Though I am no longer pursuing the same type of degree that my research in high school back in 2008 would have suggested, my interests are still aligned. As a business development intern for the Service division within Siemens Energy based out of Orlando, I am still focused on energy and specifically future energy technologies. The Service division manages the lifecycle of power generation equipment from the point of its initial sale to the end of its life. Within the division, there is a widespread initiative to look at how future trends in 2020 will impact the service business and determine what the business environment will be like, what new technologies will evolve, what major changes within the energy sector will occur, and so on. Once the future is forecasted, the initiative identifies the major changes needed today and along the road in time, in order to improve the business and better serve the customers.
Essentially, we predict different future scenarios and the cascading business impact that those scenarios might have. The internship this summer involved merging both the business side and technical side of the company.
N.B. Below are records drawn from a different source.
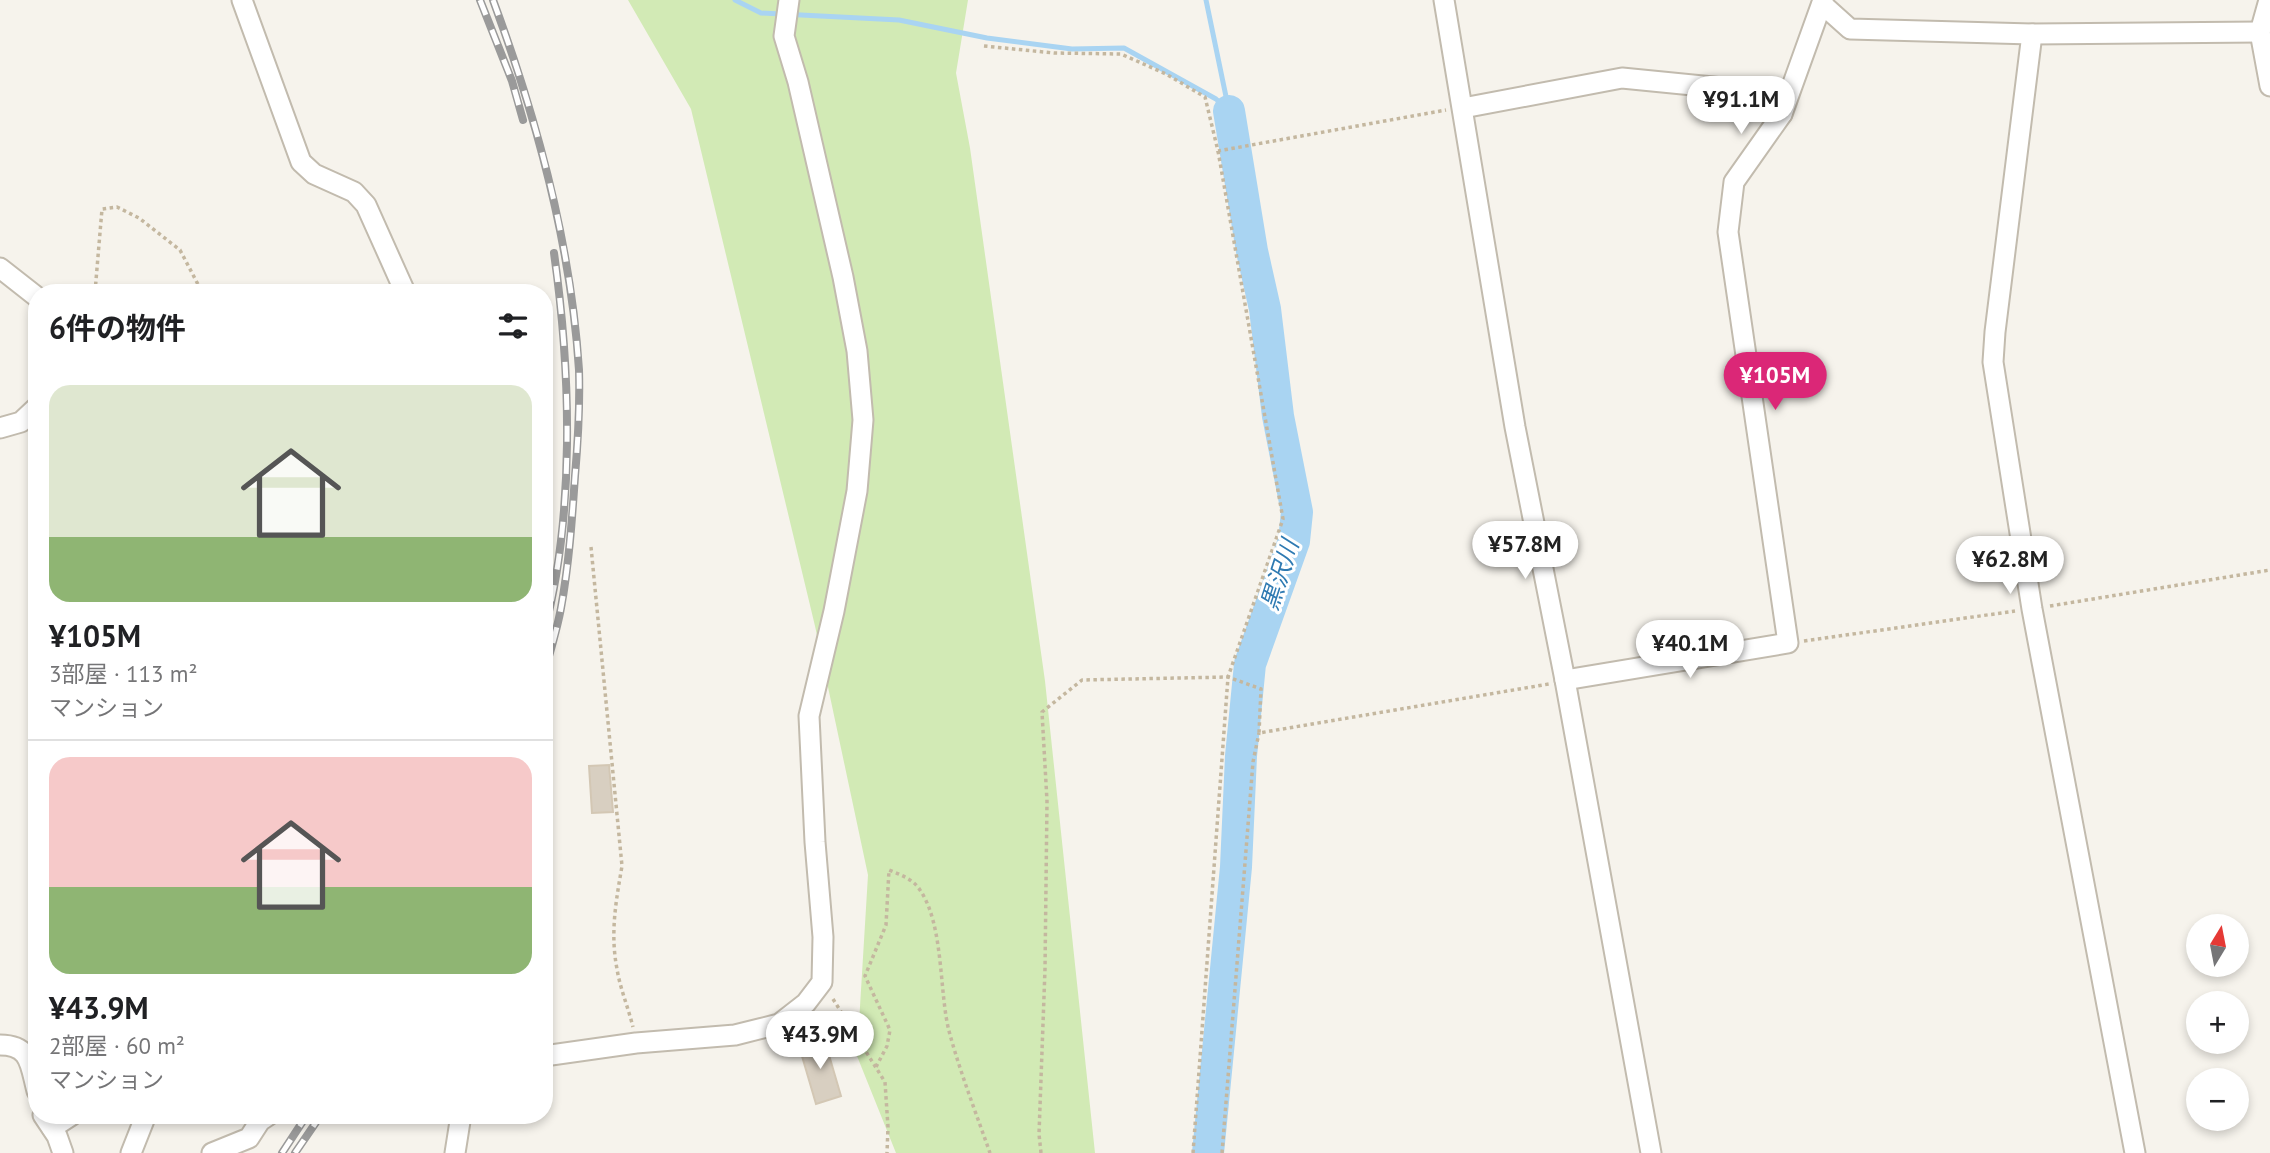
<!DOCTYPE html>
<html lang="ja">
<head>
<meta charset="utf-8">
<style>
	:root { --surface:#fff; --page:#f2f2f2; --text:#202124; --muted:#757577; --line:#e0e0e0; --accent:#db2777 }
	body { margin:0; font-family:"PT Sans","Noto Sans JP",sans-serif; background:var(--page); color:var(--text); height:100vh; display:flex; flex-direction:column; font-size:26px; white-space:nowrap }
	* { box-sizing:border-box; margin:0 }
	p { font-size:23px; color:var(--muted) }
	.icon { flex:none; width:38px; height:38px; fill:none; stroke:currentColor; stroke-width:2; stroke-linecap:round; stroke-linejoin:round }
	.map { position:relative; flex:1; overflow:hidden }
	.drawer { position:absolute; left:28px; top:284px; width:525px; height:840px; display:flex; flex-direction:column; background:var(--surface); border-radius:28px; box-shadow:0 4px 10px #0003 }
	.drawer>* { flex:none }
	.needle { width:46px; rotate:10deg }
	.tools { position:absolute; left:2186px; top:914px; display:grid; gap:14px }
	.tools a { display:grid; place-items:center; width:63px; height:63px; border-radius:50%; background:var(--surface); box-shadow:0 4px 10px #0003; font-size:35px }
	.price { position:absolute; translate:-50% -60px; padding:0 16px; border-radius:24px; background:#fff; color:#222; font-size:23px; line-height:46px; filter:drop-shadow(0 2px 4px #0008) }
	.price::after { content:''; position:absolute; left:50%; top:42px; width:21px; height:16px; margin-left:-10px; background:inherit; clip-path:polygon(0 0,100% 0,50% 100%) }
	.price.selected { background:var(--accent); color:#fff }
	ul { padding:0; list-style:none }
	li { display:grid; align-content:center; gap:14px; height:371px; padding:0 21px }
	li+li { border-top:2px solid var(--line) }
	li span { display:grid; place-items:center; height:217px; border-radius:21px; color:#555 }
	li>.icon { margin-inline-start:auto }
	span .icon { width:126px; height:126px; fill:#fffc; stroke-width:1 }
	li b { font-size:30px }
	h2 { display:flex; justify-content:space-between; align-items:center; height:84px; padding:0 21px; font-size:30px }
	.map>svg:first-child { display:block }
	.green { fill:#d2eab5 }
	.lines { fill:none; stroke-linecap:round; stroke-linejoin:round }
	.stream { stroke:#a9d4f2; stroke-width:5 }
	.river { stroke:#a9d4f2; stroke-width:32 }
	.building { fill:#d8cfc1; stroke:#d3c7b4; stroke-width:2 }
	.minor-casing { stroke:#c2bbae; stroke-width:23 }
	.path { stroke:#c4b79f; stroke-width:3.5; stroke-dasharray:3.5 3.5; stroke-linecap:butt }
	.minor { stroke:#fff; stroke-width:19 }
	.rail-casing { stroke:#9a9a9a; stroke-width:8 }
	.rail { stroke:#fff; stroke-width:5; stroke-dasharray:16; stroke-linecap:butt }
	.labels { text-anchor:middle; stroke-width:6; stroke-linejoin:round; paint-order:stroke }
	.water-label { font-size:24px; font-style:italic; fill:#2e7ab2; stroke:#fff }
</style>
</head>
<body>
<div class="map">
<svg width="2270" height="1153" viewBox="0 0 2270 1153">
	<rect width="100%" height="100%" fill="#f6f3ec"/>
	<path class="green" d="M 628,0 L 968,0 L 956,73 L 970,148 L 1045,681 L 1095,1153 L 896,1153 L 857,1056 L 868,875 L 815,626 L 691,109 Z"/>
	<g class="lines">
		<g class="stream">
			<path d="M 735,0 L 761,13 L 899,20 L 987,38 L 1072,49 L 1124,48 L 1216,99 L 1229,111"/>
			<path d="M 1206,0 L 1229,111"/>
		</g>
		<path class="river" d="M 1208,1153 L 1236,867 L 1241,756 L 1250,664 L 1294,541 L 1297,512 L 1278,416 L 1265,309 L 1252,251 L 1229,111"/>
	</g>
	<g class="building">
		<path d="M 609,765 L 613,812 L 592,813 L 589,766 Z"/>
		<path d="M 824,1038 L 841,1096 L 816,1104 L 799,1046 Z"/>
	</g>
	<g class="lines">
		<defs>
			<g id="minor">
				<path d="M 242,0 L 301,162 L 314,174 L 354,192 L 366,205 L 405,292"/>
				<path d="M 1444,0 L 1515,427 L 1565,680 L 1651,1153"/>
				<path d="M 2269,0 L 2260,32 L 2270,86"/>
				<path d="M 1822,4 L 1850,29 L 2032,34 L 2260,32"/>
				<path d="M 2032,34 L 1995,332 L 1993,362 L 2032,609 L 2135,1153"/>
				<path d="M 1463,108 L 1622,78 L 1743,90 L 1782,114"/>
				<path d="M 0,268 L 37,297"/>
				<path d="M 0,428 L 21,422 L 37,407"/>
				<path d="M 1565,680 L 1788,643 L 1728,232 L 1734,182 L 1782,114 L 1823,0"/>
				<path d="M 0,1045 C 31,1045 30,1065 37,1091"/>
				<path d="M 544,1056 L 636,1043 L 735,1035 L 779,1024 L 806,1003 L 822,982 L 823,937 L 815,842 L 809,716 L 834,611 L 857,491 L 863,420 L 857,351 L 843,277 L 798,82 L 784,36 L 789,0"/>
				<path d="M 43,1115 L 57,1136 L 63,1153"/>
				<path d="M 52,1128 L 72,1115"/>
				<path d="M 131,1153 L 146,1115"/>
				<path d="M 212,1153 L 249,1138 L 260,1121 L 269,1115"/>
				<path d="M 455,1153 L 461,1115"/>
			</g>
		</defs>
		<use href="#minor" class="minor-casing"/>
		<g class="path">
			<path d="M 984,46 L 1054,53 L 1121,54 L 1166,74 L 1205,97 L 1218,151 L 1446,110"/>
			<path d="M 95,292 L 102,209 L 117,207 L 139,218 L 180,250 L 202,292"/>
			<path d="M 591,547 L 622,866 C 616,901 610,933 617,969 C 620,988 628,1007 633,1027"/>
			<path d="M 2050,606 L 2270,570"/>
			<path d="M 1804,641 L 2015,611"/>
			<path d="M 833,999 L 885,1082 L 888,1127 L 887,1153"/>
			<path d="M 876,1067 L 887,1046 L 890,1030 L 865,976 L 886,925 L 889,870 C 901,875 913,879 920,890 C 944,925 939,992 949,1031 C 960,1072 976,1113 990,1153"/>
			<path d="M 1041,1153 L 1039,1134 L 1045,969 L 1047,801 L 1042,712 L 1082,680 L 1228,677 L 1261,689 L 1259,733 L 1549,684"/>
			<path d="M 1193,1153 L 1228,677 L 1283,519 L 1218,151"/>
			<path d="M 1222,1153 L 1253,762 L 1259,733"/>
		</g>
		<use href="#minor" class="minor"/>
		<defs>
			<g id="rail">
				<path d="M 480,0 L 512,81 L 523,120"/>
				<path d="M 493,0 C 537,119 571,243 579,370 C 580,405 578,441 575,476 C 572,520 569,564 561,608 C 557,630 550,652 544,674"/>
				<path d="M 544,632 C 575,515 571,373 554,253"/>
				<path d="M 282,1153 L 307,1115"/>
				<path d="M 295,1153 L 321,1115"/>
			</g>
		</defs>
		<use href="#rail" class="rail-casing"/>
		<use href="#rail" class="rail"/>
	</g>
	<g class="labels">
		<g class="water-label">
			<text transform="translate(1280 575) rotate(-72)" y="8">黒沢川</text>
		</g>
	</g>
</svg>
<div class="tools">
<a><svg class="needle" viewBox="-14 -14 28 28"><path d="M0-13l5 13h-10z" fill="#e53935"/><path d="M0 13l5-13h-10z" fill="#757577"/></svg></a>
<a>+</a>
<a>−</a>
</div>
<b class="price" style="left:1741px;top:136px">¥91.1M</b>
<b class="price selected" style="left:1775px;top:412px">¥105M</b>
<b class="price" style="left:1525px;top:581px">¥57.8M</b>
<b class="price" style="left:2010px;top:596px">¥62.8M</b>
<b class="price" style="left:1690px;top:680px">¥40.1M</b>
<b class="price" style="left:820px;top:1071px">¥43.9M</b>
<section class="drawer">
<h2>6件の物件<svg class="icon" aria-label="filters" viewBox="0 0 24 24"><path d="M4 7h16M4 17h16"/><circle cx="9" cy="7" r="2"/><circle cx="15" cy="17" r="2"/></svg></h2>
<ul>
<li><span style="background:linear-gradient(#dfe7d0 70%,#8fb573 0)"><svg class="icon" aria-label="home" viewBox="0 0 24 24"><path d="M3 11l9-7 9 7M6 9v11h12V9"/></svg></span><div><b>¥105M</b><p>3部屋 · 113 m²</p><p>マンション</p></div></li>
<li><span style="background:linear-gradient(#f6c9c9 60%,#8fb573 0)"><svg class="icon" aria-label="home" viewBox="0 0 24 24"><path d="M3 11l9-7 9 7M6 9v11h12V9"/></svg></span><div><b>¥43.9M</b><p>2部屋 · 60 m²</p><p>マンション</p></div></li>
</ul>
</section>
</div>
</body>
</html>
I was able to experience this blending and witness how business is conducted within a vast and global organization.
The Siemens Energy internship has helped me reaffirm that I am as interested in energy-related work as I was four years ago when I did my initial research. Equally valuable, the summer affirmed my decision to pursue an Operations Research and Financial Engineering degree at Princeton University. Rather than majoring in chemical engineering, this time around I became more interested in the business implications of technology than trying to define the technology in a laboratory. All of these aspects of the summer’s experience will keep me on track — following my personal interests and aspirations. Working at Siemens Energy has been an incredible experience, and there is no doubt that the company will remain on the top of my mind as my career plans begin to gel.
Advice to future interns: It is never too early to start engaging yourself in something you find captivating. Walk through the doors of opportunity when they present themselves. With each opportunity, don’t be afraid to shift direction in order to follow your interest — this not only helps you stand out among peers to potential employers, but it also should help you find the right career fit upon graduation.
AJ Swoboda is a current intern at Siemens Energy in Orlando, Florida, a junior at Princeton University, and a 2009 Siemens Competition National Finalist.